Posted on July 7, 2016
The actor Mark Rylance has lent his support to a campaign to stop the dredging of a stretch of sandbanks off the Kent coast.
Dover Harbour Board has applied for a licence to dredge Goodwin Sands, which had been proposed as a marine conservation zone, for aggregate to be used in the expansion and development of Dover port.
However, a local campaign called Save Our Sands has been established in an attempt to stop the dredging from happening, and has gathered more than 5,500 signatures on an online petition to prevent it.
Goodwin Sands, located around six miles off the coast from Deal, has been under consideration as a potential marine conservation zone for five years. It is also an important site for both grey and common seals to “haul out” on to the sand tomate and rest.

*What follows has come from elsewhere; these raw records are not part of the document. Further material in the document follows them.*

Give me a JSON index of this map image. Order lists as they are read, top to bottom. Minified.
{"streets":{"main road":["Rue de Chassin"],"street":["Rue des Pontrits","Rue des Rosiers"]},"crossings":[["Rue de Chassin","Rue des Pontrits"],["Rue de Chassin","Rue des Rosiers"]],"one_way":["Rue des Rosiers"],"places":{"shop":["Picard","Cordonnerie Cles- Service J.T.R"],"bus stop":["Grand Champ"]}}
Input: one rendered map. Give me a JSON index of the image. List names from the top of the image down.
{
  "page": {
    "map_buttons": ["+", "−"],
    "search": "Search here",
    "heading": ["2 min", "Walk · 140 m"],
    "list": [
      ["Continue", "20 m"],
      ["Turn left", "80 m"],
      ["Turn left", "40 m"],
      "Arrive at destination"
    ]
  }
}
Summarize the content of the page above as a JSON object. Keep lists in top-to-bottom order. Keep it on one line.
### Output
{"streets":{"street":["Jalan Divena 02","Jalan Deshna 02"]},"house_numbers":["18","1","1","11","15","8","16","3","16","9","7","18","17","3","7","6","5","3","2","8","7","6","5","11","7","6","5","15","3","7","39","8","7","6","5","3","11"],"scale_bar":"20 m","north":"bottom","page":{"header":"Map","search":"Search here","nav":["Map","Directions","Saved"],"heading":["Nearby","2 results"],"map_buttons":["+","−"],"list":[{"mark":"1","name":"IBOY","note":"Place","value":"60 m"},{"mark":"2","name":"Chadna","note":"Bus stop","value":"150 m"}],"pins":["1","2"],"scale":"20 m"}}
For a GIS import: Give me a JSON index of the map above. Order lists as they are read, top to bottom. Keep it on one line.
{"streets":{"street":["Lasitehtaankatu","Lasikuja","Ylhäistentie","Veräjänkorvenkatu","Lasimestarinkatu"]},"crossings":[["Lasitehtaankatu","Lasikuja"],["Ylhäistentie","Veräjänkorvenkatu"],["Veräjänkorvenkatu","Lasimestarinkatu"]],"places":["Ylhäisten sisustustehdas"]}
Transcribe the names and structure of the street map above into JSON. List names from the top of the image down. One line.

The area is also famed for the thousands of shipwrecks thought to lie there, and forms part of a notoriously dangerous stretch of coastline.
A public consultation period on the Harbour Board’s application for a licence to dredge is open until 20 July, with members of the public able to contact the Marine Management Organisation (MMO) to share their view on a licence being granted.
Rylance has lent his support to the Save Our Sands campaign, speaking about his ancestors who lived in Dover, including his great grandfather, who was the captain of a cross -channel ferry.
The star of Steven Spielberg’s BFG film and TV drama Wolf Hall said he was: “sure they would have supported the campaign to save the Goodwin Sands from dredging for all the very good reasons that the campaign has argued. I support it too.”
The campaign has also been backed by the actor Miriam Margolyes, who was in the Harry Potter films and owns a house locally. In a message of objection to the MMO, she wrote: “I would like to place on record my profound disgust at this brutal application and urge you to drop the whole idea”.
Margolyes continued: “I’ve always believed in the Harbour Board until now and have defended the docks and the people who try to earn their living here in the depressed south-east. But this is a dangerous and appalling project, which will threaten the whole coastline. You have become destroyers of what makes this area so wonderful.”
The campaign against the dredging is being also backed by Marinet, a marine conservation organisation, Kent Wildlife Trust, and the Marine Conservation Society.
In addition to their concerns about the potential environmental impact of the dredging, the Save Our Sands campaign is also arguing that the area should not be dredged because of area’s numerous shipwrecks and maritime war graves. It argues that the sands should consequently be protected under the 1973 Protection of Wrecks Act, and the 1986 Protection of Military Remains Act.